### [Work request]
Extract the complete listing and output it unchanged.

### [Records shown]

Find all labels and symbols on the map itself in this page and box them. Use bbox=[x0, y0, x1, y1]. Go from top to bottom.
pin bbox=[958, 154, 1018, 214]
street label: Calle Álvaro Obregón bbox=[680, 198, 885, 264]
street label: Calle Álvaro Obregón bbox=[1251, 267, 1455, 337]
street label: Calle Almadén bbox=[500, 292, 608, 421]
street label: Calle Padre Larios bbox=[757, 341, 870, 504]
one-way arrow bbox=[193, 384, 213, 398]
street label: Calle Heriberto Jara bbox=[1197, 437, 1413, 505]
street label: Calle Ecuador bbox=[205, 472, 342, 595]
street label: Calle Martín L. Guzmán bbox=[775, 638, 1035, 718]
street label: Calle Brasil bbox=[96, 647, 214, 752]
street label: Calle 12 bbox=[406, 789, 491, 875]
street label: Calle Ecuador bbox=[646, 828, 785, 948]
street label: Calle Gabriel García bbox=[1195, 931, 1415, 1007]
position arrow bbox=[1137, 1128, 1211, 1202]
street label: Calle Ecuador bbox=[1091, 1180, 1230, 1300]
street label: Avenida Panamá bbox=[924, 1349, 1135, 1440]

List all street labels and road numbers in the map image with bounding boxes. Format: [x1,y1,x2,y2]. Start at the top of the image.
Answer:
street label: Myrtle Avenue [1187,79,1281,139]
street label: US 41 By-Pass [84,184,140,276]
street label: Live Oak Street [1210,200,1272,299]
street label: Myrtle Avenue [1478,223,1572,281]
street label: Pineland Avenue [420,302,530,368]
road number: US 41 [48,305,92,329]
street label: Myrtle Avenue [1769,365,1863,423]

### [Problem solution]
Find all labels and symbols on the map itself in this page and box them. Use bbox=[x0, y0, x1, y1]. Go from top to bottom.
pin bbox=[958, 154, 1018, 214]
street label: Calle Álvaro Obregón bbox=[680, 198, 885, 264]
street label: Calle Álvaro Obregón bbox=[1251, 267, 1455, 337]
street label: Calle Almadén bbox=[500, 292, 608, 421]
street label: Calle Padre Larios bbox=[757, 341, 870, 504]
one-way arrow bbox=[193, 384, 213, 398]
street label: Calle Heriberto Jara bbox=[1197, 437, 1413, 505]
street label: Calle Ecuador bbox=[205, 472, 342, 595]
street label: Calle Martín L. Guzmán bbox=[775, 638, 1035, 718]
street label: Calle Brasil bbox=[96, 647, 214, 752]
street label: Calle 12 bbox=[406, 789, 491, 875]
street label: Calle Ecuador bbox=[646, 828, 785, 948]
street label: Calle Gabriel García bbox=[1195, 931, 1415, 1007]
position arrow bbox=[1137, 1128, 1211, 1202]
street label: Calle Ecuador bbox=[1091, 1180, 1230, 1300]
street label: Avenida Panamá bbox=[924, 1349, 1135, 1440]

List all street labels and road numbers in the map image with bounding boxes. Format: [x1,y1,x2,y2]. Start at the top of the image.
Answer:
street label: Myrtle Avenue [1187,79,1281,139]
street label: US 41 By-Pass [84,184,140,276]
street label: Live Oak Street [1210,200,1272,299]
street label: Myrtle Avenue [1478,223,1572,281]
street label: Pineland Avenue [420,302,530,368]
road number: US 41 [48,305,92,329]
street label: Myrtle Avenue [1769,365,1863,423]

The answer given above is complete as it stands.